_What is expected_: Transcribe the records word for word, beginning with the first line and ending with the line that contains "For a GIS import: Read"; include nothing else.

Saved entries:
+---+
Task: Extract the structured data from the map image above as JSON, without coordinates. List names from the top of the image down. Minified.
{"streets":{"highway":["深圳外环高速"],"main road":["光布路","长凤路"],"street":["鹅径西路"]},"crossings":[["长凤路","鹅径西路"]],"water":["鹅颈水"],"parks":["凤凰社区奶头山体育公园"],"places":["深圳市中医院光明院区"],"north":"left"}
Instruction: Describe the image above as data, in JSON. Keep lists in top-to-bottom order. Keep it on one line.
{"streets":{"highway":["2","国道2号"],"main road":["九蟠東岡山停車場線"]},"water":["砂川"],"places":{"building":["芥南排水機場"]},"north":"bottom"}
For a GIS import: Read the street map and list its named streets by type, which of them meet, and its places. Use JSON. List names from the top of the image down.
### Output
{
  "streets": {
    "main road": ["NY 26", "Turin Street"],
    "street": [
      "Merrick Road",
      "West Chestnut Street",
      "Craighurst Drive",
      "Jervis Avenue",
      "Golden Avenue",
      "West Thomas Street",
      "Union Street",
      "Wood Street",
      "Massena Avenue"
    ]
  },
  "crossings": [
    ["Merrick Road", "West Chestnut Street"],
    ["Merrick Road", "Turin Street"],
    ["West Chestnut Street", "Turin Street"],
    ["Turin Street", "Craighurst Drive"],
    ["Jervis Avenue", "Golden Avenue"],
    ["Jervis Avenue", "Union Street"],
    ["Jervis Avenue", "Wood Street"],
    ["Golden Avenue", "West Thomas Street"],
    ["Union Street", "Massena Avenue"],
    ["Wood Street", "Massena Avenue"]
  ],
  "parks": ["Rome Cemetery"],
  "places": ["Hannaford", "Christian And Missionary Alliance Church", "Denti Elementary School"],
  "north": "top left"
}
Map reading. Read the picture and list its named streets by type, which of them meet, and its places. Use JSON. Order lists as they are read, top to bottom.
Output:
+---+
_Worked solution_:
Task: Extract the structured data from the map image above as JSON, without coordinates. List names from the top of the image down. Minified.
{"streets":{"highway":["深圳外环高速"],"main road":["光布路","长凤路"],"street":["鹅径西路"]},"crossings":[["长凤路","鹅径西路"]],"water":["鹅颈水"],"parks":["凤凰社区奶头山体育公园"],"places":["深圳市中医院光明院区"],"north":"left"}
Instruction: Describe the image above as data, in JSON. Keep lists in top-to-bottom order. Keep it on one line.
{"streets":{"highway":["2","国道2号"],"main road":["九蟠東岡山停車場線"]},"water":["砂川"],"places":{"building":["芥南排水機場"]},"north":"bottom"}
For a GIS import: Read the street map and list its named streets by type, which of them meet, and its places. Use JSON. List names from the top of the image down.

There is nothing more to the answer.